Small hillocks on the road to Chhatarpur above, it’s also unbearably hot even in October. I felt it was close to 38° C in the afternoon.
Roadside eatery about 20 km. before Chhatarpur town. I have stopped here often on my other trips too. The owner thinks I am crazy going around India on my MTB.
It takes an effort to negotiate the chaotic town traffic even for a normal cyclist, but if you have about 130 km. under your belt; and your bums have rubbed raw on the saddle, the chaos can become a nightmare. Added to that was my own 10 kg. backpack on the mtb carrier. It took me about 2 hours to cross Chhatarpur, about 15 km. from one end to another.
Once I was on the Khajuraho highway, everything settled down except for the blaring of bus and truck horns, which often means that you climb down the road and hit the dirt track, to avoid them knock you off the road.
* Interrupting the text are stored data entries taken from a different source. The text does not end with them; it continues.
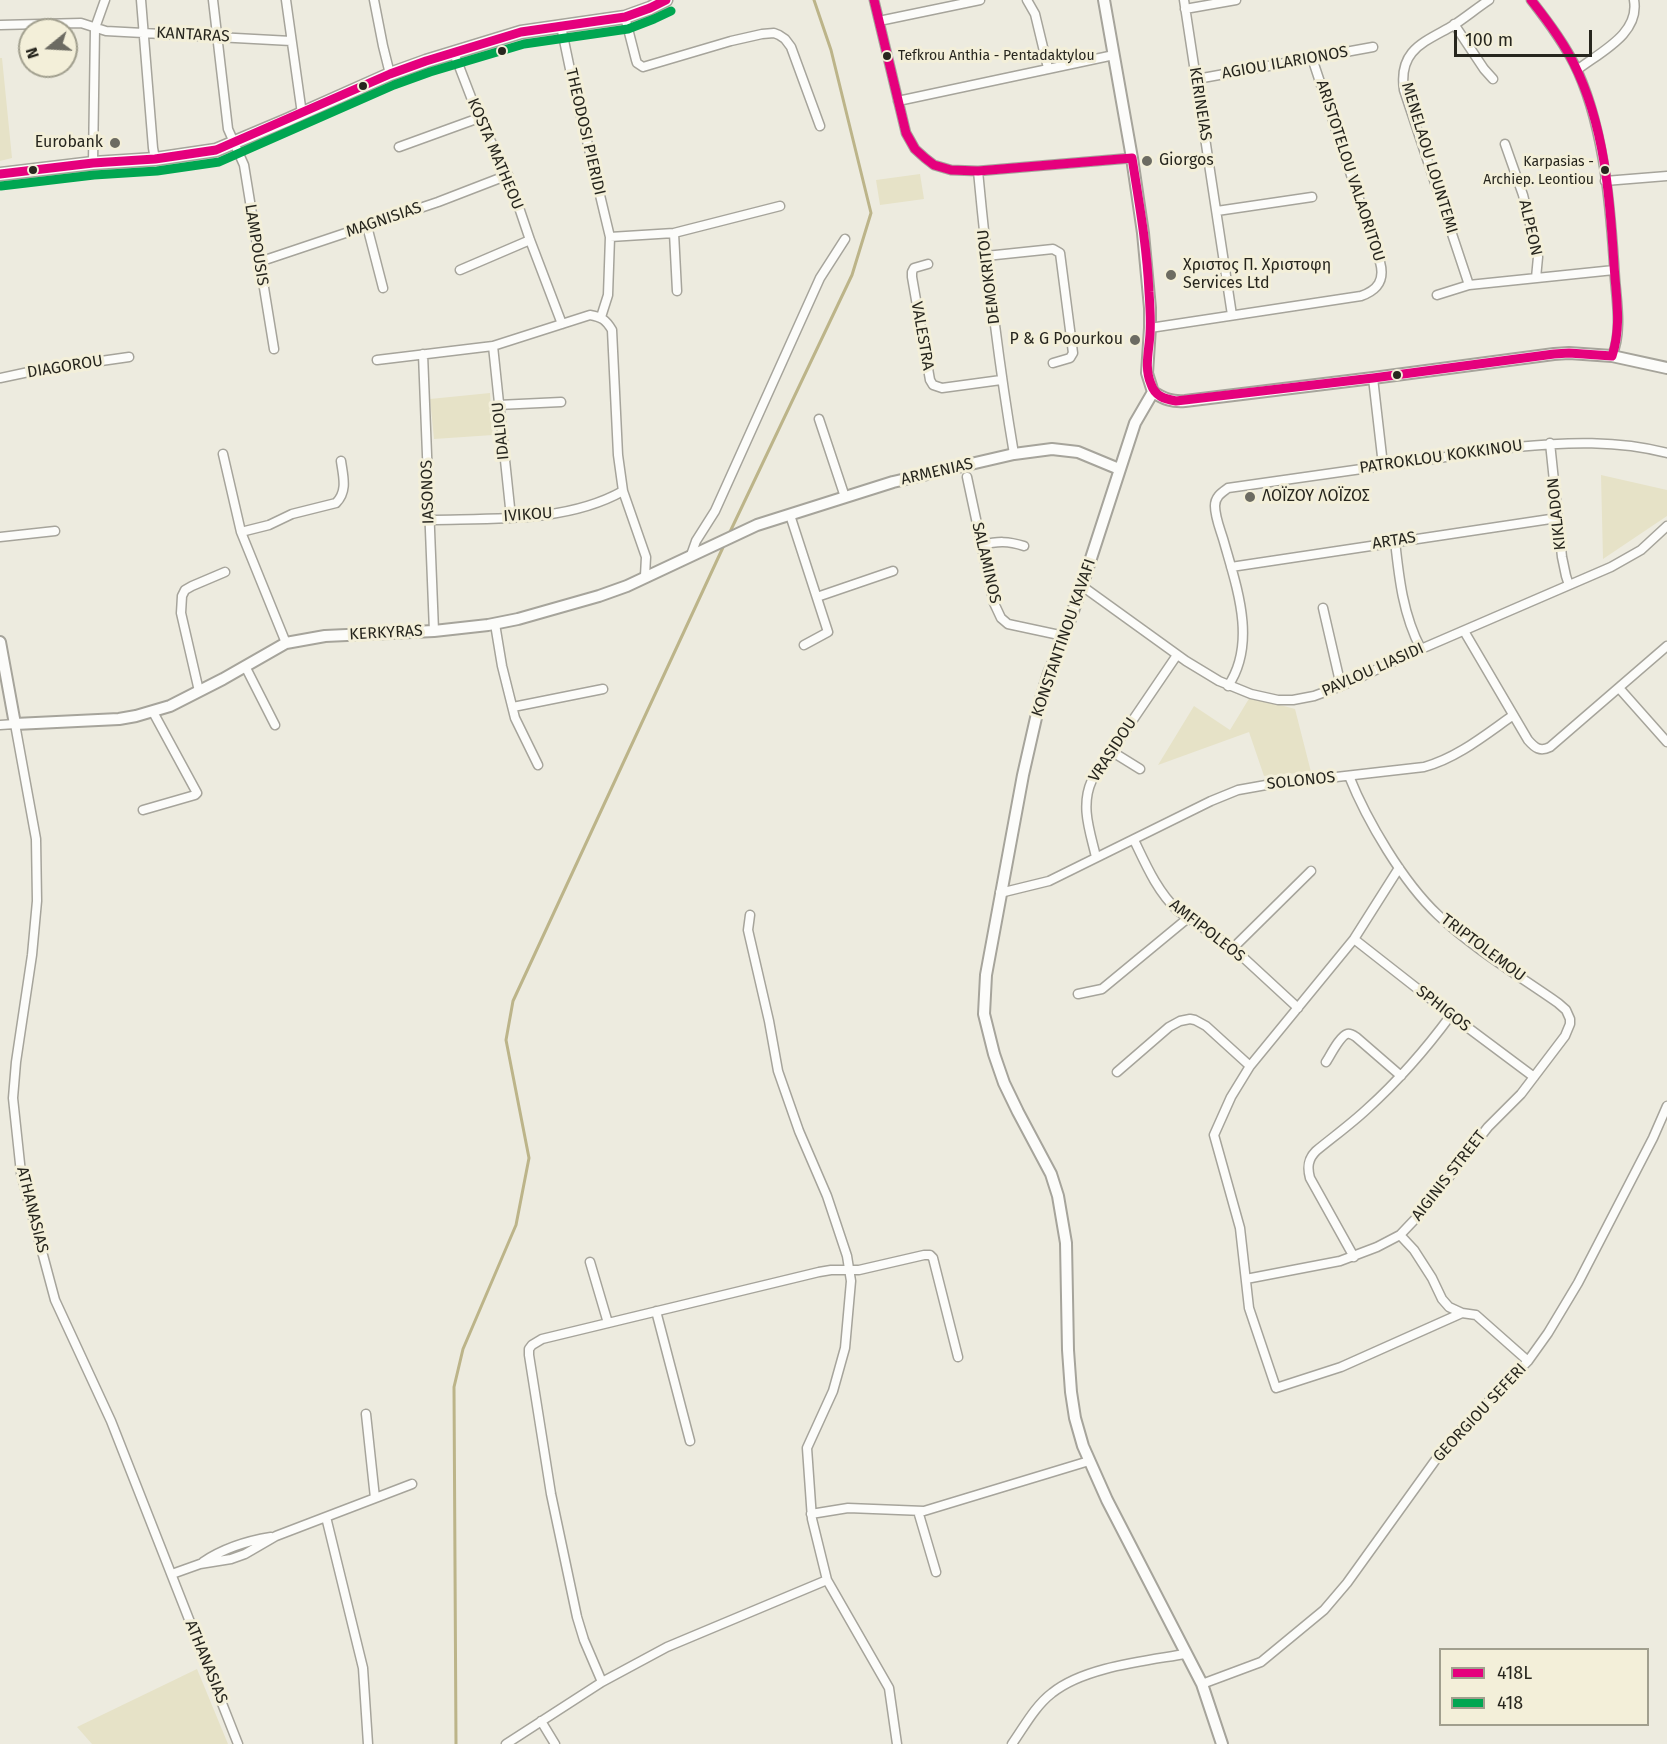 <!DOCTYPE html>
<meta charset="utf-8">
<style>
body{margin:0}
#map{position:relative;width:1667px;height:1744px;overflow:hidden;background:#edebdf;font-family:"Fira Sans",sans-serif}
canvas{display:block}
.legend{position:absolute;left:1439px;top:1648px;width:210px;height:78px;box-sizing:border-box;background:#f3efd9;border:2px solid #a19f8e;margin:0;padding:8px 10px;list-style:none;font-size:18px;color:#27261e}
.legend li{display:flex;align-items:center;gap:12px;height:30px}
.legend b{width:30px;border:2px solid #a19f8e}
.north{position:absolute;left:18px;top:18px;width:60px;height:60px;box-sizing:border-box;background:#f3efd9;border:2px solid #a19f8e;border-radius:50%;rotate:252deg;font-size:16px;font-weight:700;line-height:24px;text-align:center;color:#27261e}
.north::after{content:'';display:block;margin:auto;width:21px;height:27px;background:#6c6b62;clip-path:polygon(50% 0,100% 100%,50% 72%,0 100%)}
.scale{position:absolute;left:1454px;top:30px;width:138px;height:27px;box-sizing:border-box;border:3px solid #27261e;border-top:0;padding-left:8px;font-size:18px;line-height:21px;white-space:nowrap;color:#27261e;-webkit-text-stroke:4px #f3efd9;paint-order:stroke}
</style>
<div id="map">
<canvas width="1667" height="1744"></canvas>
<ul class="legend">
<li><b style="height:8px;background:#e5007d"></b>418L</li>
<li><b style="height:8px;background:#00a651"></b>418</li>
</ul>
<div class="north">N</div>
<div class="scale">100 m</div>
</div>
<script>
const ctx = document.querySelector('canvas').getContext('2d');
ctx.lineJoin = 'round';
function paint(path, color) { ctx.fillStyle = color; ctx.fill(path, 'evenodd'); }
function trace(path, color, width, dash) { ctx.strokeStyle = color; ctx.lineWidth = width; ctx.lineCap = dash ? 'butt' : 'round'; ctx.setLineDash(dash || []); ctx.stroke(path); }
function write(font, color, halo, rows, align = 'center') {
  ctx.font = font + ' "Fira Sans",sans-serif'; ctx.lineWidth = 6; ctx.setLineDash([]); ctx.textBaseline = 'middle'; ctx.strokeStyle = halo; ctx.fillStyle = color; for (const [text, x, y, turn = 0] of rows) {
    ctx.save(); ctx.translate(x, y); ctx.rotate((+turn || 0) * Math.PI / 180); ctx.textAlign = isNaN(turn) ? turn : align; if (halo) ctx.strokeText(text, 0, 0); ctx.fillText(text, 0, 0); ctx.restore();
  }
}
paint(new Path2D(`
 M 0,58 L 2,58 L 12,158 L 0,161 Z
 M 920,174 L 924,199 L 880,205 L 876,180 Z
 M 490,393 L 493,435 L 434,439 L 430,399 Z
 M 1601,475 L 1667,490 L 1667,516 L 1603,559 Z
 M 1250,697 L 1295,709 L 1311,772 L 1264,776 L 1249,732 L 1158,765 L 1194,706 L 1230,730 Z
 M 197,1669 L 228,1744 L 92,1744 L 77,1727 Z`), '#e6e2c7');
trace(new Path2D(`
 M 729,534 L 852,275 L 871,213 L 831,50 L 814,0
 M 456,1744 L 454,1387 L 463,1349 L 516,1225 L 529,1158 L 506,1040 L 513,1001 L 725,543`), '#bcb489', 3);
const minor = new Path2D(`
 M 141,0 L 153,148 L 155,159
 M 213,0 L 228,129 L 244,165 L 274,349
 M 286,0 L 302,114
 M 374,0 L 383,46 L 390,74
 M 874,0 L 906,133 L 915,149 L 925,158 L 934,165 L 951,170 L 978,171 L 1132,158
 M 1027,0 L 1035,14 L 1048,68
 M 1184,0 L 1232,315
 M 1489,0 C 1477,8 1466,17 1454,25 C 1425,42 1398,49 1404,90 L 1469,285 L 1614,270
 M 1531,0 C 1548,22 1567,47 1578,72 C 1605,132 1611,214 1615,279 C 1617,304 1622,332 1612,356
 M 1185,9 L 1236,0
 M 625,17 L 636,60 L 637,63 L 643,67 L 731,41 L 762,34 L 774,33 L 779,35 L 785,39 L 791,47 L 820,126
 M 879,21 L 980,0
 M 1454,24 L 1484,69 L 1493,79
 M 0,25 L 81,23 L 106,31 L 291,41
 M 561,26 L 571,74 L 610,237 L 608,295 L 601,317
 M 454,53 L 479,118 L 508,175 L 530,240 L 562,324
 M 1577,70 C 1600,52 1640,34 1634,0
 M 1197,79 L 1373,47
 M 898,101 L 1114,55
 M 1505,144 L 1523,195 L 1538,257 L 1536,278
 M 399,147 L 479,118
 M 93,163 L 95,28 L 105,0
 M 978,171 C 987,266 998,360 1014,454
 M 1605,181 L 1667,176
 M 1217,211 L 1312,197
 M 367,226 L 383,288
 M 674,233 L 677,291
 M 610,237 L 674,233 L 780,206
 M 986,256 L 1053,249 L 1060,253 L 1073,353 L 1070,358 L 1053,363
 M 259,262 L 438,202 L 508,175
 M 928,264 L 914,268 L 912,272 L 912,277 L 930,380 L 933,385 L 942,388 L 1001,380
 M 460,270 L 530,240
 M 1437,295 L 1469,285
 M 1150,328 L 1361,296 C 1378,290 1385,280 1380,262 L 1312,58
 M 493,346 L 511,517
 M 423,354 L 434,631
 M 377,360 L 493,346 L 590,315 C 602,317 606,320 612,330 L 618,455 L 623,491 L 646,557 L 645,576
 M 0,378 L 38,370 L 129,357
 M 1373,378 L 1383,465
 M 498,405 L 561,402
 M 819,419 L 845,497
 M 1550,443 L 1562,557 L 1566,576 L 1569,585
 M 223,454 L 241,532 L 286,643
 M 967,477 L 994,603 L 1001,618 L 1008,624 L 1064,636
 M 790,515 L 828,632 L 804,645
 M 429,520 C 492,518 566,523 623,491
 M 241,532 L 269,525 L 292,514 L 336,503 C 348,491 343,476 341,461
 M 0,537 L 55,531
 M 1395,541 C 1399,578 1403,615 1421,649
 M 982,545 C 998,541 1008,541 1024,546
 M 691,555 L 696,541 L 715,511 L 820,278 L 845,239
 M 1231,567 L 1557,518
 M 1082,586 L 1186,661 L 1219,681 L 1251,694 L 1278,700 L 1293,700 L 1314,696 L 1341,686 L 1421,649 L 1611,567 L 1641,550 L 1667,526
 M 817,597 L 893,571
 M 1323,608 L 1341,686
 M 495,624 L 502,666 L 515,718 L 538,765
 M 1464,631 L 1528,740 C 1535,748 1540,752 1550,747 L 1667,646
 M 245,666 L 275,725
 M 1228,686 C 1257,643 1237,588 1224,542 C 1221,531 1215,518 1215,506 C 1215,497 1221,493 1228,488 L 1516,447 C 1566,442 1618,440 1667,453
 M 1619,688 L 1667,742
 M 199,691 L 181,613 L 182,596 L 185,590 L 192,586 L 225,572
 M 513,707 L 603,689
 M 0,725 L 15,724 L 36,839 L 37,901 L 32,955 L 16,1062 L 13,1098 L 21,1173 L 55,1300 L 111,1421 L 238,1744
 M 1111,751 L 1140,769
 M 143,810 L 195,795 L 197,793 L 153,712
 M 1134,840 C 1146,865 1157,891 1178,911 L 1233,948 L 1298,1008
 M 1096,857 C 1090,831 1080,806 1092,780 L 1177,655
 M 1399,868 L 1354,939 L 1250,1066 L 1231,1097 L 1214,1135 L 1240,1228 L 1249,1308 L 1276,1388 L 1341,1367 L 1462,1313
 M 1000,893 L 1049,881 L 1211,801 L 1238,790 L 1266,785 L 1424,767 C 1457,758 1485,735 1512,716
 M 750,915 L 748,930 L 769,1021 L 778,1071 L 799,1131 L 827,1196 L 847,1256 L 851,1281 L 845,1348 L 833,1391 L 807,1448 L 812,1519 L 827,1580 L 889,1688 L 897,1744
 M 1354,939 L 1451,1015 L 1534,1077
 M 1233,948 L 1311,871
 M 1078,994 L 1102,989 L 1188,918
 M 1326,1062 C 1330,1056 1340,1036 1347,1034 C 1350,1033 1353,1035 1356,1037 L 1401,1076
 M 1117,1072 L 1169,1027 L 1180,1021 L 1190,1019 L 1195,1020 L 1206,1026 L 1250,1066
 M 1400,1235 L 1414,1250 L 1432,1278 L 1442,1299 L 1449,1307 L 1462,1313 L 1476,1315 L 1528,1361
 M 1354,1257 L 1310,1178 C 1307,1167 1308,1159 1316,1151 C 1333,1137 1351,1124 1367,1109 C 1398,1081 1426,1049 1451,1015
 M 590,1262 L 608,1323
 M 1246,1279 L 1340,1261 L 1377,1247 L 1400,1235 L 1419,1215 L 1488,1127 L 1521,1094 L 1565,1036 L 1570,1024 L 1570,1019 L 1566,1010 L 1558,1003 C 1518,975 1474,949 1438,915 C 1403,882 1367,821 1349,776
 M 656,1311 L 690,1441
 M 366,1414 L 375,1498
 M 918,1511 L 936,1572
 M 811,1514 L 848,1508 L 924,1511 L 1089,1461
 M 326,1517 L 363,1668 L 368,1744
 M 203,1562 C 224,1548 246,1541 271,1537
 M 172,1574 L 200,1564 L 231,1559 L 245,1554 L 276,1536 L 412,1484
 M 602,1682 L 584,1640 L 577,1617 L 551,1494 L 529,1355 L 529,1349 L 532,1345 L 542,1339 L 819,1272 L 831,1270 L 859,1270 L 924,1255 L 930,1255 L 933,1258 L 958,1357
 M 1202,1684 L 1261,1662 L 1324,1610 L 1347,1583 L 1447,1444 L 1528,1361 L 1548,1333 L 1578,1283 L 1653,1138 L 1667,1106
 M 541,1721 L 555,1744
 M 506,1744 L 602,1682 L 667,1647 L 827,1580
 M 1012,1744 C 1024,1727 1035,1706 1052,1693 C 1084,1667 1145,1661 1185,1654`);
const tertiary = new Path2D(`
 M 1104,0 L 1132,158 L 1143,233 L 1150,308 L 1150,328 L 1147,373 L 1153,392
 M 1153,392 L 1135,423 L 1082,586 L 1059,650 L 1049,673 L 1038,709 L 1023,775 L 986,975 L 984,1014 L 994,1054 L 1004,1083 L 1018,1112 L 1051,1174 L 1058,1196 L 1066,1243 L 1068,1350 L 1071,1392 L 1075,1418 L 1083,1446 L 1107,1500 L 1202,1684 L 1222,1744
 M 1153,392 C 1164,399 1172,402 1185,401 L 1373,378 L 1554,354 L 1569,353 L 1612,356 L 1667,368
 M 0,642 L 15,724 L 119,719 L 136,716 L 170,706 L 223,679 L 286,643 L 325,636 L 434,631 L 488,625 L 518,619 L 599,596 L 627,586 L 757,525 L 893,482 L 1014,454 L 1052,449 L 1078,452 L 1119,469`);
const secondary = new Path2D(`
 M 0,174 L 93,163 L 155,159 L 216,150 L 287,120 L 390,74 L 426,61 L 521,32 L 625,17 L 650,8 L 666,0`);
trace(minor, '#a6a49b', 11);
trace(tertiary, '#a6a49b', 14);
trace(secondary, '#a6a49b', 15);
trace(minor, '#fcfcfa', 8);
trace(tertiary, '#fcfcfa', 10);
trace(secondary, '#fcfcfa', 12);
trace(new Path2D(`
 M 874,0 L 906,133 L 915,149 L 925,158 L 934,165 L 951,170 L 978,171 L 1132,158 C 1139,202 1147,247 1149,292 C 1150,306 1151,320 1150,334 C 1149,351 1144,368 1151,384 C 1155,396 1164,399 1176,401 L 1373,378 L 1554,354 L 1569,353 L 1612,356 C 1622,326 1616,296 1614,265 C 1610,198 1605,126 1574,64 C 1563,41 1547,20 1531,0
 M 0,174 L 93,163 L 155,159 L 216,150 L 390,74 L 426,61 L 521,32 L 625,17 L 650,8 L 666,0`), '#e5007d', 9);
trace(new Path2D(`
 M 1,186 L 94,175 L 157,171 L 219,162 L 394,85 L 430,72 L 524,44 L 628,29 L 654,19 L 671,11`), '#00a651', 9);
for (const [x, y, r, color] of [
 [502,51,5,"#27261e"],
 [887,56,5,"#27261e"],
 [363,86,5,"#27261e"],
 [115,143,6,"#6c6b62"],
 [1147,161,6,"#6c6b62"],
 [33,170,5,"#27261e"],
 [1605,170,5,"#27261e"],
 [1171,275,6,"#6c6b62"],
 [1135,340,6,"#6c6b62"],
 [1397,375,5,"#27261e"],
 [1250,497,6,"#6c6b62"]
]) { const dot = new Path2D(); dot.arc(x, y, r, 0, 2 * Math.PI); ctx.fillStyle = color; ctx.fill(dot); trace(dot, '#f3efd9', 2); }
write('14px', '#27261e', '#f3efd9', [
 ["Tefkrou Anthia - Pentadaktylou",898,56],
 ["Karpasias -",1594,162,"right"],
 ["Archiep. Leontiou",1594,180,"right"]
], 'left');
write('16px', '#27261e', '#f3efd9', [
 ["KANTARAS",193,35,3],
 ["AGIOU ILARIONOS",1285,63,-10],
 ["KERINEIAS",1200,104,81],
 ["THEODOSI PIERIDI",585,132,77],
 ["KOSTA MATHEOU",495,154,67],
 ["MENELAOU LOUNTEMI",1429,158,73],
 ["ARISTOTELOU VALAORITOU",1350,171,72],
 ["MAGNISIAS",384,220,-19],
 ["ALPEON",1530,228,77],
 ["LAMPOUSIS",256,245,81],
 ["DEMOKRITOU",989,277,-97],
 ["VALESTRA",922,336,80],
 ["DIAGOROU",65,367,-9],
 ["IDALIOU",501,431,-96],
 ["PATROKLOU KOKKINOU",1441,457,-8],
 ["ARMENIAS",937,472,-13],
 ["IASONOS",428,492,-92],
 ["KIKLADON",1557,514,-96],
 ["IVIKOU",528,515,-4],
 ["ARTAS",1394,541,-9],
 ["SALAMINOS",986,563,77],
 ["KERKYRAS",386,633,-3],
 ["KONSTANTINOU KAVAFI",1064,638,-71],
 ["PAVLOU LIASIDI",1373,670,-24],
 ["VRASIDOU",1113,750,-57],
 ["SOLONOS",1301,781,-6],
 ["AMFIPOLEOS",1207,931,38],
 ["TRIPTOLEMOU",1483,948,37],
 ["SPHIGOS",1443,1009,38],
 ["AIGINIS STREET",1449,1176,-52],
 ["ATHANASIAS",32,1210,76],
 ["GEORGIOU SEFERI",1480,1413,-47],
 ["ATHANASIAS",206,1662,68]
]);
write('16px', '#27261e', '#f3efd9', [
 ["Eurobank",103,143,"right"],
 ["Giorgos",1159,161],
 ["Χριστος Π. Χριστοφη",1183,266],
 ["Services Ltd",1183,284],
 ["P & G Poourkou",1123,340,"right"],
 ["ΛΟΪΖΟΥ ΛΟΪΖΟΣ",1262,497]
], 'left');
</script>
Road to Khajuraho, all clear except for the occasional crazy traffic.
All along the way it was the usual inquisitive people on mobikes and the occasional tea-samosa break. Khajuraho itself was uneventful and it was getting dark when I arrived there. I checked into my hotel and then slept like a log. Next day I was up and took off to Raneh Waterfalls about 20 km. from Khajuraho town. It is also a wildlife sanctuary.
Raneh wild life sanctuary, inside the gates.
It has wild boars, deer, leopards and bears. The display board says tigers too, but the forester rangers told me that there were no tigers in Raneh Waterfall Forest Reserve.
The Waterfall itself, it’s a raging roaring thing in the monsoon season.
Pools created by the Raneh Waterfall.
Went back to Khajuraho and took a few snaps of the Temple Complex. Khajuraho has several temple complexes, so if you do visit, make sure you look up all of them.
The architecture and wall sculptures are breathtaking, this is just one of the several temples in the main temple complex.
Another temple in the complex, notice the sculpted stairs, although a lot has been lost.
That’s it ! It took me 4 days to and fro from my city to Khajuraho and 2 days in Khajuraho itself. Nice memories.